C’est cela la précarité énergétique : un processus qui commence par des revenus trop modestes, un logement mal isolé et un équipement inefficace, mal utilisé et dépendant d’une énergie chère ; un processus qui s’achève dans la précarité sanitaire, psychologique, économique et sociale.

Un phénomène très massif en Europe

Quelle est la situation en Europe ? Les réalités sont diverses, entre les pays et même entre régions. Mais les indicateurs eux-mêmes sont disparates. En 2009, 9,2 % des ménages européens (18 pays) se déclarent incapables de maintenir une température adéquate dans leur logement. Ce chiffre varie de 1,3 % aux Pays–Bas à 64 % en Bulgarie, en passant par 5,5 % en France comme en Allemagne. De fait, le chiffre double (21 %) quand on prend la moyenne des 27 pays de l’Union européenne. Si on compte les ménages qui déclarent des impayés, on retrouve des chiffres équivalents (8 à 9 %). Les ménages qui déclarent des fuites ou des moisissures dans leur logement sont par contre plus nombreux dans les 18 pays enquêtés (16 %) mais de manière plus uniforme entre pays et entre classes de revenus. Enfin, les ménages qui dépensent en énergie domestique plus du double de leur moyenne nationale sont 13 % dans l’Union européenne et 16 % en France en 20101.

On retiendra finalement que la précarité énergétique touche environ entre un ménage sur cinq et un ménage sur dix dans l’Union européenne. Un facteur semble l’emporter dans l’explication de la disparité des situations nationales. En confrontant le nombre de ménages incapables de se payer leur chauffage entre le Nord (Pays–Bas et pays scandinaves entre 1,3 % et 1,5 %) et le Sud (Grèce et Portugal à 16 % et 28 %) de l’Europe, il semble que le climat importe peu par rapport à la pauvreté des nations.

Un ménage sur six en France et ça empire

A l’échelle nationale, d’autres statistiques apparaissent. Le taux d’effort énergétique requis désigne les ménages qui devraient dépenser plus de 10 % de leurs ressources pour se chauffer convenablement étant donné la performance énergétique de leur logement. En 2009, ils sont estimés à 18,4 % au Royaume–Uni, alors qu’ils n’étaient que 5,9 % en 20032. En France, le taux d’effort énergétique effectif identifie les ménages qui ont dépensé plus de 10 % de leur budget dans le chauffage et l’énergie domestique (14 % en 2006). Cet indicateur oublie toutefois les ménages qui subissent le froid au lieu de risquer l’endettement. En 2006, 14,8 % ont déclaré avoir eu froid pendant l’hiver 2005 (3,5 millions dont 2,3 dans la moitié la moins riche de la population). Ils n’étaient que 10,9 % en 1996. Ces populations ne se recouvrent presque pas : 2 % des ménages cumulent le froid et l’effort budgétaire, ce qui rassemble tout de même 621 000 ménages en grande difficulté3. 300 000 ménages français ont d’ailleurs déjà pu bénéficier d’une aide financière pour régler leurs factures d’énergie via le Fonds de solidarité pour le logement4 (FSL).

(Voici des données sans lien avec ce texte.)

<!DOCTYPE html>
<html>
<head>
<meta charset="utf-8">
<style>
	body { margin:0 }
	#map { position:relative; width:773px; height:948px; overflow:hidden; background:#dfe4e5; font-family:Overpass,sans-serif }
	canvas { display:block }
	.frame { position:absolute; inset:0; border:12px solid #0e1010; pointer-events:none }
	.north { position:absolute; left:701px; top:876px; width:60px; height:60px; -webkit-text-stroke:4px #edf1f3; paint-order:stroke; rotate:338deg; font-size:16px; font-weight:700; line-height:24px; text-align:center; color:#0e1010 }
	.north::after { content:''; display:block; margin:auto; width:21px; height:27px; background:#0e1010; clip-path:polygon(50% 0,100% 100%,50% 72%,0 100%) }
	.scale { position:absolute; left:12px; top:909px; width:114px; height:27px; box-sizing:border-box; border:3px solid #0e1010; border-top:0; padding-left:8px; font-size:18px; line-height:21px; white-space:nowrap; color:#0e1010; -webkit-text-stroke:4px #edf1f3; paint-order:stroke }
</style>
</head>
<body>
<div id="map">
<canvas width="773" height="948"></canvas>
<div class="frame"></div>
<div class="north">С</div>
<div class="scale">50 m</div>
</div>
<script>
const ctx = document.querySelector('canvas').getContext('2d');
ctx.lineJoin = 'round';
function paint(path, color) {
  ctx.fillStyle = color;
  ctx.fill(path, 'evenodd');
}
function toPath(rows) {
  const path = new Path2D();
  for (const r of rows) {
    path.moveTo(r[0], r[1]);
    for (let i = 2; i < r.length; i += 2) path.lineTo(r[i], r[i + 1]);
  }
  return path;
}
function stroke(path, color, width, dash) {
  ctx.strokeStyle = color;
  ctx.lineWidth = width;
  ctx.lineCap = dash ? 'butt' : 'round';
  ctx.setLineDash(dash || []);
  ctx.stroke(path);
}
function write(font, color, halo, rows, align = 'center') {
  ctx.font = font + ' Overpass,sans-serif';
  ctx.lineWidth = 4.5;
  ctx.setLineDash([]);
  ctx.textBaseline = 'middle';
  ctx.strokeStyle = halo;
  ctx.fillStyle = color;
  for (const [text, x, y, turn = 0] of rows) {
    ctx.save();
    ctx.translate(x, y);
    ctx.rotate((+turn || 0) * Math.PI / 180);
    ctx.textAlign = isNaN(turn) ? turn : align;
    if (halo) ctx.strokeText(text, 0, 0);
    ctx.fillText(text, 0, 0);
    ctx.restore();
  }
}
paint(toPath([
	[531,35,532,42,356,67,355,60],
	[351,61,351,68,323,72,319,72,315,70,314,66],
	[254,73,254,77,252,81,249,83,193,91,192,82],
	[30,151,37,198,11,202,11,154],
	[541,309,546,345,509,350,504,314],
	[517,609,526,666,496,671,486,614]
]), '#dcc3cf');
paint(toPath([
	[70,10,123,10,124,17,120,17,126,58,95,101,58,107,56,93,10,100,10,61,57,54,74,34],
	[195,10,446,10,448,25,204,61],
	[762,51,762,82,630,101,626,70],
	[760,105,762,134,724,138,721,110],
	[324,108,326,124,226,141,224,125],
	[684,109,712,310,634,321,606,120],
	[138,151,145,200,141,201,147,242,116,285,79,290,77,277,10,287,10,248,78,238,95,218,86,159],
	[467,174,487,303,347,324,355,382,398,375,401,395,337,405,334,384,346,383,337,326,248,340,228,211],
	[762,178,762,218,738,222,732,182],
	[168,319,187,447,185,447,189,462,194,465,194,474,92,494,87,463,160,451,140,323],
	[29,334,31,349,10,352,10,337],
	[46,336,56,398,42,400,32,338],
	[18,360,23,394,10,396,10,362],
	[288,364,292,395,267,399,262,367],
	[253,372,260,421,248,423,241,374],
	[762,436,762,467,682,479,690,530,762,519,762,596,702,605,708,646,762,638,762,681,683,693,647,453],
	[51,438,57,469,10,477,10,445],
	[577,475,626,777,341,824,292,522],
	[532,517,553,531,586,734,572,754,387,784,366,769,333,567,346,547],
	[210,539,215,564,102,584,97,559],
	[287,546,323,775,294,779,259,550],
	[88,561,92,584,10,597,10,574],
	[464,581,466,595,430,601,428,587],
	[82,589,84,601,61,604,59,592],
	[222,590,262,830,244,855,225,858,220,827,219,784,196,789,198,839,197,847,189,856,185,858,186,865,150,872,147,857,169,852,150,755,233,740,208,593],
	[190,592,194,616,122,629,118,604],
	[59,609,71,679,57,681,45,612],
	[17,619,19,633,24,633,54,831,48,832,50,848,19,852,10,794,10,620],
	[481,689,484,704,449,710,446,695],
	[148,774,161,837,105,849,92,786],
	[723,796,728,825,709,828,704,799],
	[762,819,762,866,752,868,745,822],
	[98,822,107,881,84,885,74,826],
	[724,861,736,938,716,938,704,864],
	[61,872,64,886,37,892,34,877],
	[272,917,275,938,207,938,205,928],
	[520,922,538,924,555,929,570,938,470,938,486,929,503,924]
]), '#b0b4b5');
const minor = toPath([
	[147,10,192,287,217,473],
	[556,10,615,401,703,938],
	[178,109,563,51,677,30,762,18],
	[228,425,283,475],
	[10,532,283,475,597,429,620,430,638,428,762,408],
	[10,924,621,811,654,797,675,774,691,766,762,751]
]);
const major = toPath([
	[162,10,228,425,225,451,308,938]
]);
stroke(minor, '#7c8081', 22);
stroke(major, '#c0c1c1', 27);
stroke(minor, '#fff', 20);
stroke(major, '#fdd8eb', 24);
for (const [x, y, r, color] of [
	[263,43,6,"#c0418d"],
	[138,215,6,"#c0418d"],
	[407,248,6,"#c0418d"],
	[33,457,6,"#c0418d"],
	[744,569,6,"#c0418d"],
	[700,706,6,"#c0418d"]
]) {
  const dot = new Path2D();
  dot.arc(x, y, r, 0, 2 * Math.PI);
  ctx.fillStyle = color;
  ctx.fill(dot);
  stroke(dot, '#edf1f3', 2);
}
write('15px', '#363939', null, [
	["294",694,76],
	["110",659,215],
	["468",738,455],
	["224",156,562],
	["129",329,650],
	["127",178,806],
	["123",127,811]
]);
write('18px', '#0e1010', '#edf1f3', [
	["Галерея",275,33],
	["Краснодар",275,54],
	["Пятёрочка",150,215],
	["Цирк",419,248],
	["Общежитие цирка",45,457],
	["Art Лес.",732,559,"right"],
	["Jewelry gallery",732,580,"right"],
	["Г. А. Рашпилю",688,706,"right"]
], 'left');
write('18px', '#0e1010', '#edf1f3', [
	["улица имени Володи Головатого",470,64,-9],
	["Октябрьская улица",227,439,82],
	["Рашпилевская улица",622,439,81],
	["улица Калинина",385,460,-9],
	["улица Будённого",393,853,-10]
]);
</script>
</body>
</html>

Multiplicité des dispositifs institutionnels

L’action publique prétend changer cette funeste équation entre pauvreté, logement inefficace et énergie chère. Puisque l’énergie va se renchérir, il reste à agir sur la pauvreté, sur le logement et son équipement, mais aussi sur les usages. D’où un ensemble très diversifié de dispositifs dans ces trois domaines : aide pour les impayés ou tarif social de l’énergie ; aide aux travaux et étiquette énergétique des logements et équipements ; conseil et accompagnement pour des éco-gestes.

En Suède, les logements bien isolés, les équipements efficaces et la protection sociale universelle évitent les situations critiques de coupures de l’électricité ou du gaz. L’Allemagne agit peu et surtout dans l’objectif de lutte contre le changement climatique. De nombreux dispositifs, en particulier via les fournisseurs privés d’énergie, existent au Royaume-Uni, entre autres grâce à des luttes sociales pour le droit à l’énergie dès 1975. La France sélectionne avant tout les ménages pauvres et modestes, alors que les programmes britanniques se focalisent sur des populations a priori vulnérables du point de vue sanitaire, du fait de leur présence importante à leur domicile, à savoir, les personnes âgées ou handicapées, les malades et les chômeurs.

La coordination de ces dispositifs au travers de programmes et d’observatoires nationaux constitue une tâche ardue et donc particulièrement soumise aux orientations politiques nationales.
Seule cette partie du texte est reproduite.